May 2022 Issue Vol.12 No.5
EARLY SCREENING OF ALZHEIMER DISEASE UTILIZING MACHINE LEARNING APPROACH - AN OVERVIEW
https://ia601500.us.archive.org/17/items/2022_ijitce/vol12no501.pdf
Dr. R. Hemalatha
Head & Associate Professor, PG & Research Department of Computer Science,
Tiruppur Kumaran College for Women, Bharathiar University, India
L. Subathra Devi
Ph.D Research Scholar, PG & Research Department of Computer Science,
Tiruppur Kumaran College for Women, Bharathiar University, India
Abstract: The application of Machine Learning within the field of diagnosis is increasing gradually. This can be contributed primarily to the development within the classification and recognition systems utilized in disease diagnosis which is in a position to supply data that aids doctors in early detection of fatal diseases and therefore, increase the survival rate of patients significantly, In this paper the diagnosis of Alzheimer’s disease (AD) or mild cognitive impairment (MCI) has attracted the attention of researchers during this field due to the rise within the occurrence of the diseases and therefore the need for early diagnosis.
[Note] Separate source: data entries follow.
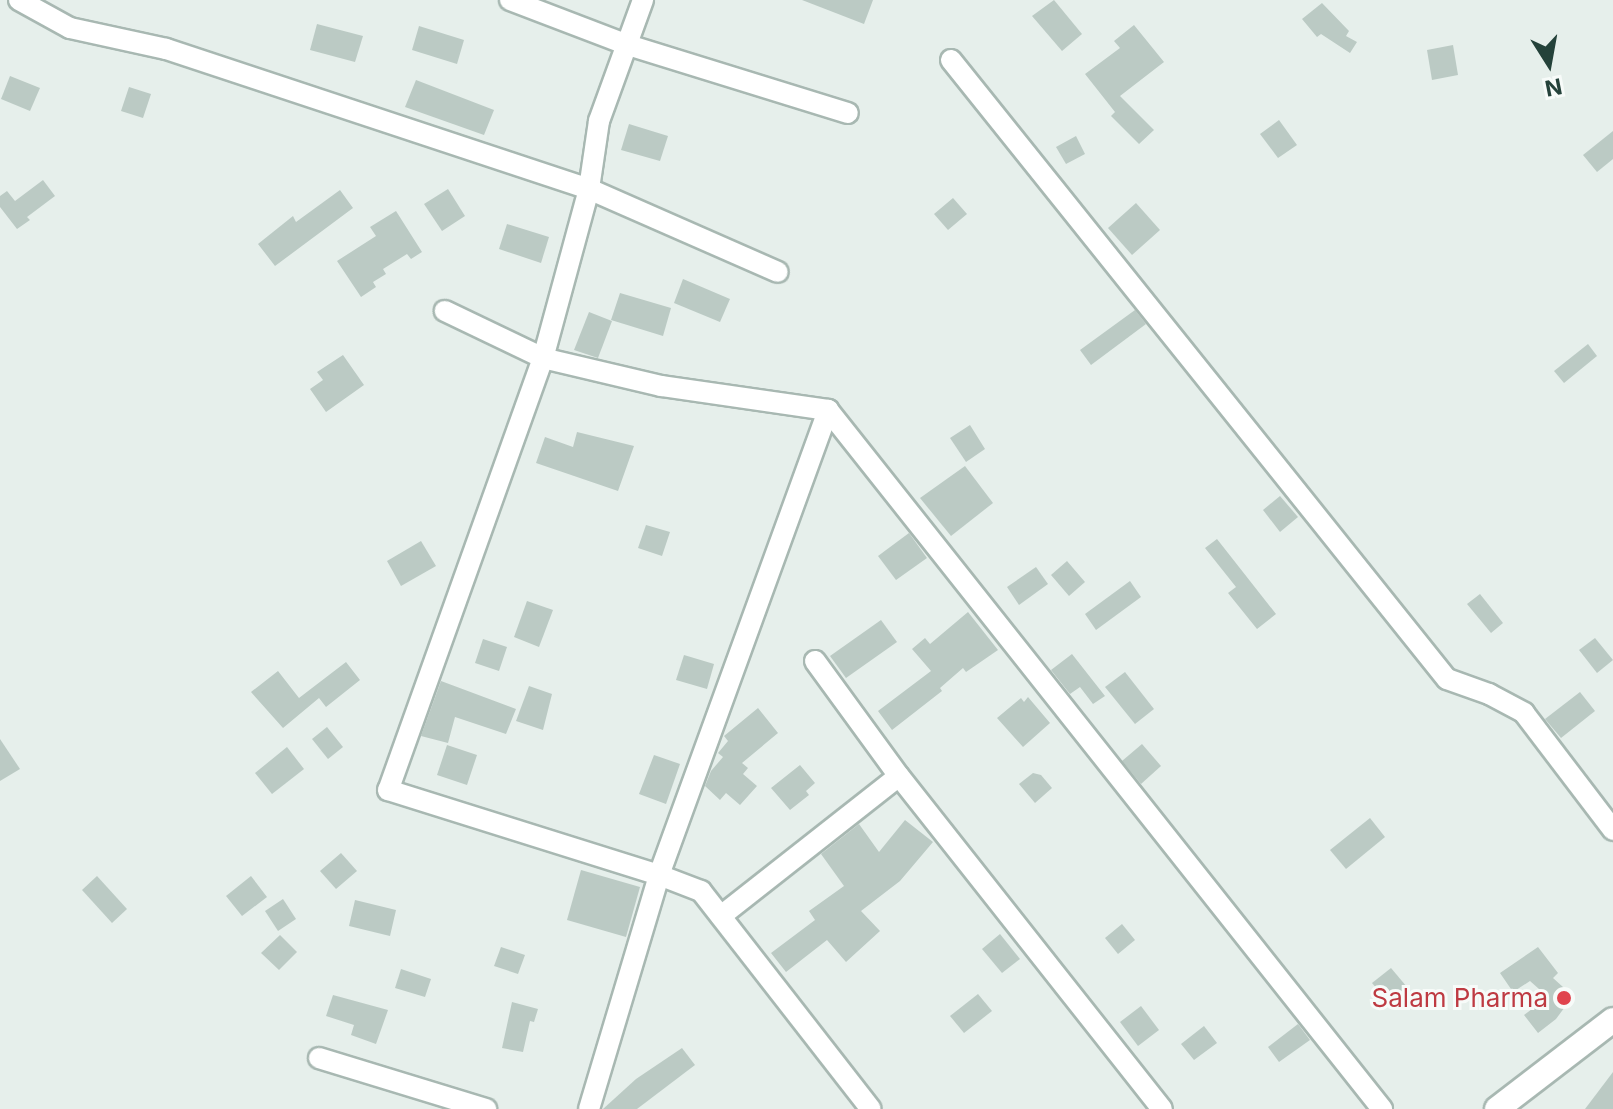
<!DOCTYPE html>
<style>
body{margin:0}
#map{position:relative;width:1613px;height:1109px;overflow:hidden;background:#e6efeb;font-family:Inter,sans-serif}
div>[style]{position:absolute}
.building>*{inset:0;background:#bbcac4}
.roads{filter:drop-shadow(2px 0 #a8b8b2) drop-shadow(-2px 0 #a8b8b2) drop-shadow(0 2px #a8b8b2) drop-shadow(0 -2px #a8b8b2)}
.street>*{height:20px;margin:-10px;padding:0 10px;transform-origin:10px;border-radius:10px;background:#fff}
.secondary>*{height:24px;margin:-12px;padding:0 12px;transform-origin:12px;border-radius:12px;background:#fff}
.dots>*{width:22px;height:22px;translate:-50% -50%;box-sizing:border-box;border:4px solid #f7fbf9;border-radius:50%}
span{translate:-50% -50%;white-space:nowrap;text-align:center;line-height:1.15;-webkit-text-stroke:6px #f7fbf9;paint-order:stroke}
.health-label{font-size:26px;color:#be3a42}
.right{translate:-100% -50%;text-align:right}
.north{position:absolute;left:1509px;top:24px;width:80px;height:80px;-webkit-text-stroke:6px #f7fbf9;paint-order:stroke;rotate:169deg;font-size:22px;font-weight:700;line-height:32px;text-align:center;color:#24423a}
.north::after{content:'';display:block;margin:auto;width:28px;height:36px;background:#24423a;clip-path:polygon(50% 0,100% 100%,50% 72%,0 100%)}
</style>
<div id="map">
<div class="building">
<i style="clip-path:polygon(802px 0,873px 0,864px 24px)"></i>
<i style="clip-path:polygon(1054px 0,1082px 34px,1062px 51px,1032px 16px)"></i>
<i style="clip-path:polygon(1322px 3px,1349px 31px,1346px 36px,1357px 42px,1350px 53px,1321px 34px,1317px 37px,1302px 19px)"></i>
<i style="clip-path:polygon(317px 24px,363px 36px,355px 62px,310px 50px)"></i>
<i style="clip-path:polygon(1134px 25px,1164px 62px,1120px 96px,1154px 130px,1139px 144px,1111px 116px,1115px 112px,1085px 74px,1120px 48px,1114px 41px)"></i>
<i style="clip-path:polygon(419px 26px,464px 40px,457px 64px,412px 50px)"></i>
<i style="clip-path:polygon(1453px 45px,1458px 75px,1432px 80px,1427px 50px)"></i>
<i style="clip-path:polygon(10px 76px,40px 88px,30px 111px,1px 99px)"></i>
<i style="clip-path:polygon(416px 80px,494px 110px,484px 135px,405px 107px)"></i>
<i style="clip-path:polygon(129px 87px,151px 94px,143px 118px,121px 111px)"></i>
<i style="clip-path:polygon(1279px 120px,1297px 145px,1278px 158px,1260px 134px)"></i>
<i style="clip-path:polygon(629px 124px,668px 136px,660px 161px,621px 150px)"></i>
<i style="clip-path:polygon(1613px 131px,1613px 159px,1597px 172px,1583px 155px)"></i>
<i style="clip-path:polygon(1076px 136px,1085px 154px,1066px 164px,1056px 147px)"></i>
<i style="clip-path:polygon(43px 180px,55px 196px,27px 217px,30px 220px,17px 229px,0 207px,0 196px,7px 191px,15px 201px)"></i>
<i style="clip-path:polygon(448px 189px,465px 216px,442px 231px,424px 204px)"></i>
<i style="clip-path:polygon(340px 190px,353px 208px,275px 266px,258px 244px,293px 216px,296px 222px)"></i>
<i style="clip-path:polygon(953px 198px,967px 214px,948px 230px,934px 214px)"></i>
<i style="clip-path:polygon(1136px 203px,1160px 230px,1132px 255px,1108px 228px)"></i>
<i style="clip-path:polygon(396px 211px,422px 252px,411px 259px,407px 254px,383px 269px,386px 274px,373px 282px,376px 287px,361px 297px,337px 261px,376px 236px,370px 227px)"></i>
<i style="clip-path:polygon(507px 224px,549px 237px,541px 263px,499px 249px)"></i>
<i style="clip-path:polygon(683px 279px,730px 299px,720px 322px,674px 303px)"></i>
<i style="clip-path:polygon(620px 293px,671px 308px,663px 336px,611px 320px)"></i>
<i style="clip-path:polygon(1135px 310px,1146px 324px,1091px 365px,1080px 350px)"></i>
<i style="clip-path:polygon(589px 312px,612px 321px,598px 358px,574px 350px)"></i>
<i style="clip-path:polygon(1588px 344px,1597px 356px,1564px 383px,1554px 371px)"></i>
<i style="clip-path:polygon(343px 355px,364px 385px,326px 412px,310px 389px,323px 380px,317px 372px)"></i>
<i style="clip-path:polygon(970px 425px,985px 449px,966px 462px,950px 438px)"></i>
<i style="clip-path:polygon(577px 432px,634px 446px,618px 491px,536px 463px,545px 437px,573px 447px)"></i>
<i style="clip-path:polygon(965px 466px,993px 503px,951px 536px,920px 498px)"></i>
<i style="clip-path:polygon(1280px 496px,1298px 517px,1280px 532px,1263px 510px)"></i>
<i style="clip-path:polygon(646px 525px,670px 532px,662px 556px,638px 548px)"></i>
<i style="clip-path:polygon(909px 533px,927px 558px,896px 580px,878px 556px)"></i>
<i style="clip-path:polygon(1217px 539px,1276px 614px,1257px 629px,1228px 593px,1236px 587px,1205px 548px)"></i>
<i style="clip-path:polygon(421px 541px,436px 566px,401px 586px,387px 561px)"></i>
<i style="clip-path:polygon(1067px 561px,1085px 582px,1069px 596px,1051px 575px)"></i>
<i style="clip-path:polygon(1036px 567px,1048px 584px,1019px 605px,1007px 587px)"></i>
<i style="clip-path:polygon(1130px 581px,1141px 597px,1096px 630px,1085px 614px)"></i>
<i style="clip-path:polygon(1480px 594px,1503px 623px,1491px 633px,1467px 604px)"></i>
<i style="clip-path:polygon(527px 601px,553px 610px,539px 647px,514px 637px)"></i>
<i style="clip-path:polygon(968px 612px,998px 650px,966px 672px,963px 668px,940px 688px,942px 691px,892px 730px,878px 711px,931px 671px,912px 649px,925px 638px,930px 644px)"></i>
<i style="clip-path:polygon(881px 620px,897px 642px,846px 678px,830px 656px)"></i>
<i style="clip-path:polygon(1595px 638px,1613px 660px,1597px 673px,1579px 650px)"></i>
<i style="clip-path:polygon(483px 639px,507px 647px,499px 671px,475px 663px)"></i>
<i style="clip-path:polygon(1072px 654px,1105px 696px,1093px 704px,1080px 687px,1070px 694px,1051px 670px)"></i>
<i style="clip-path:polygon(684px 655px,714px 664px,707px 689px,676px 680px)"></i>
<i style="clip-path:polygon(346px 662px,360px 680px,326px 707px,319px 698px,283px 728px,251px 692px,278px 671px,299px 698px)"></i>
<i style="clip-path:polygon(1125px 672px,1154px 709px,1135px 724px,1105px 687px)"></i>
<i style="clip-path:polygon(441px 681px,516px 709px,506px 734px,455px 717px,448px 743px,421px 736px)"></i>
<i style="clip-path:polygon(529px 686px,552px 694px,543px 730px,516px 721px)"></i>
<i style="clip-path:polygon(1580px 692px,1595px 711px,1561px 738px,1545px 719px)"></i>
<i style="clip-path:polygon(1028px 697px,1050px 723px,1023px 747px,997px 718px,1021px 698px,1024px 702px)"></i>
<i style="clip-path:polygon(758px 708px,778px 733px,742px 763px,748px 768px,743px 774px,757px 786px,740px 805px,726px 793px,720px 800px,705px 786px,711px 771px,723px 757px,718px 753px,728px 741px,724px 736px)"></i>
<i style="clip-path:polygon(327px 727px,343px 747px,328px 759px,312px 739px)"></i>
<i style="clip-path:polygon(0 739px,20px 769px,0 781px)"></i>
<i style="clip-path:polygon(1142px 744px,1161px 766px,1141px 784px,1122px 761px)"></i>
<i style="clip-path:polygon(447px 745px,477px 755px,467px 785px,437px 775px)"></i>
<i style="clip-path:polygon(287px 747px,304px 769px,272px 794px,255px 773px)"></i>
<i style="clip-path:polygon(654px 755px,680px 764px,666px 804px,639px 794px)"></i>
<i style="clip-path:polygon(800px 765px,815px 783px,806px 791px,809px 795px,790px 810px,771px 788px)"></i>
<i style="clip-path:polygon(1033px 773px,1041px 775px,1052px 788px,1035px 803px,1019px 784px)"></i>
<i style="clip-path:polygon(1370px 818px,1385px 837px,1346px 869px,1330px 850px)"></i>
<i style="clip-path:polygon(905px 820px,933px 842px,900px 881px,861px 911px,880px 931px,846px 962px,827px 940px,786px 972px,771px 953px,815px 920px,809px 911px,844px 886px,821px 854px,859px 824px,879px 852px)"></i>
<i style="clip-path:polygon(341px 853px,357px 871px,336px 889px,320px 871px)"></i>
<i style="clip-path:polygon(581px 870px,640px 887px,626px 937px,567px 920px)"></i>
<i style="clip-path:polygon(97px 876px,127px 909px,112px 923px,82px 890px)"></i>
<i style="clip-path:polygon(251px 876px,267px 897px,242px 916px,226px 896px)"></i>
<i style="clip-path:polygon(283px 899px,296px 919px,278px 931px,265px 911px)"></i>
<i style="clip-path:polygon(355px 900px,396px 910px,390px 936px,349px 926px)"></i>
<i style="clip-path:polygon(1122px 924px,1135px 940px,1118px 954px,1105px 938px)"></i>
<i style="clip-path:polygon(1000px 934px,1020px 959px,1002px 973px,982px 949px)"></i>
<i style="clip-path:polygon(280px 935px,297px 952px,279px 970px,261px 953px)"></i>
<i style="clip-path:polygon(501px 947px,525px 955px,518px 974px,494px 966px)"></i>
<i style="clip-path:polygon(1538px 947px,1558px 973px,1553px 978px,1573px 996px,1556px 1019px,1538px 1033px,1524px 1015px,1548px 997px,1530px 981px,1513px 992px,1500px 973px)"></i>
<i style="clip-path:polygon(1391px 968px,1412px 993px,1393px 1008px,1372px 983px)"></i>
<i style="clip-path:polygon(401px 969px,431px 979px,425px 997px,395px 988px)"></i>
<i style="clip-path:polygon(978px 994px,992px 1011px,964px 1033px,950px 1016px)"></i>
<i style="clip-path:polygon(333px 995px,388px 1010px,376px 1044px,351px 1035px,354px 1025px,326px 1016px)"></i>
<i style="clip-path:polygon(512px 1002px,538px 1009px,534px 1022px,530px 1021px,523px 1052px,502px 1048px)"></i>
<i style="clip-path:polygon(1141px 1006px,1159px 1030px,1138px 1046px,1120px 1022px)"></i>
<i style="clip-path:polygon(1298px 1024px,1310px 1040px,1279px 1062px,1268px 1047px)"></i>
<i style="clip-path:polygon(1204px 1026px,1217px 1043px,1194px 1060px,1181px 1044px)"></i>
<i style="clip-path:polygon(682px 1048px,695px 1065px,637px 1109px,603px 1109px,636px 1079px)"></i>
<i style="clip-path:polygon(1613px 1072px,1613px 1109px,1585px 1109px)"></i>
</div>
<div class="roads">
<div class="street">
<i style="left:19px;top:0;width:58px;rotate:28.8deg"></i>
<i style="left:70px;top:28px;width:98px;rotate:12.3deg"></i>
<i style="left:166px;top:49px;width:446px;rotate:18.3deg"></i>
<i style="left:589px;top:189px;width:175px;rotate:105.2deg"></i>
<i style="left:543px;top:358px;width:109px;rotate:-154.4deg"></i>
<i style="left:510px;top:0;width:126px;rotate:20.9deg"></i>
<i style="left:628px;top:45px;width:230px;rotate:17.2deg"></i>
<i style="left:643px;top:0;width:129px;rotate:110deg"></i>
<i style="left:599px;top:121px;width:69px;rotate:98.4deg"></i>
<i style="left:589px;top:189px;width:206px;rotate:23.7deg"></i>
<i style="left:951px;top:60px;width:793px;rotate:51.3deg"></i>
<i style="left:1447px;top:679px;width:45px;rotate:19.7deg"></i>
<i style="left:1489px;top:694px;width:40px;rotate:28deg"></i>
<i style="left:1524px;top:713px;width:147px;rotate:52.7deg"></i>
<i style="left:828px;top:410px;width:892px;rotate:51.6deg"></i>
<i style="left:815px;top:661px;width:142px;rotate:53.9deg"></i>
<i style="left:899px;top:776px;width:424px;rotate:51.7deg"></i>
<i style="left:721px;top:916px;width:226px;rotate:-38.2deg"></i>
<i style="left:319px;top:1058px;width:175px;rotate:17deg"></i>
<i style="left:589px;top:1109px;width:244px;rotate:-73.3deg"></i>
<i style="left:659px;top:875px;width:495px;rotate:-70deg"></i>
<i style="left:828px;top:410px;width:169px;rotate:-171.8deg"></i>
<i style="left:661px;top:386px;width:121px;rotate:-166.7deg"></i>
<i style="left:543px;top:358px;width:459px;rotate:109.7deg"></i>
<i style="left:388px;top:790px;width:284px;rotate:17.4deg"></i>
<i style="left:659px;top:875px;width:45px;rotate:20.9deg"></i>
<i style="left:701px;top:891px;width:276px;rotate:52.1deg"></i>
</div>
<div class="secondary">
<i style="left:1497px;top:1109px;width:146px;rotate:-37.5deg"></i>
</div>
</div>
<div class="dots">
<i style="left:1564px;top:998px;background:#e0444e"></i>
</div>
<div class="health-label">
<span class="right" style="left:1548px;top:998px">Salam Pharma</span>
</div>
<div class="north">N</div>
</div>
Unfortunately, the character of the high dimension of neural data and few available samples led to the creation of a particular computer diagnostic system. Machine learning techniques, especially deep learning, have been considered as a useful tool in this field. Analyzing magnetic resonance imaging (MRI) is a common practice for Alzheimer’s disease diagnosis in clinical research. Detection of Alzheimer’s disease is found by the similarity in Alzheimer’s disease MRI data and standard healthy MRI data of older people. Recently, advanced deep learning techniques have successfully demonstrated human-level performance in numerous fields including medical image analysis. We propose a deep convolutional neural network for Alzheimer’s disease diagnosis using brainMRI data analysis. While most of the prevailing approaches perform binary classification, our model can identify different stages of Alzheimer’s disease and obtains superior performance for early-stage diagnosis. The objective of this research study is to introduc a computer-aided diagnosis system for Alzheimer's disease detection using machine learning techniques.
Keywords: Machine Learning, Alzheimer’s disease (AD), Magnetic Resonance Imaging (MRI), Neural Data, Convolutional Neural Network (CNN).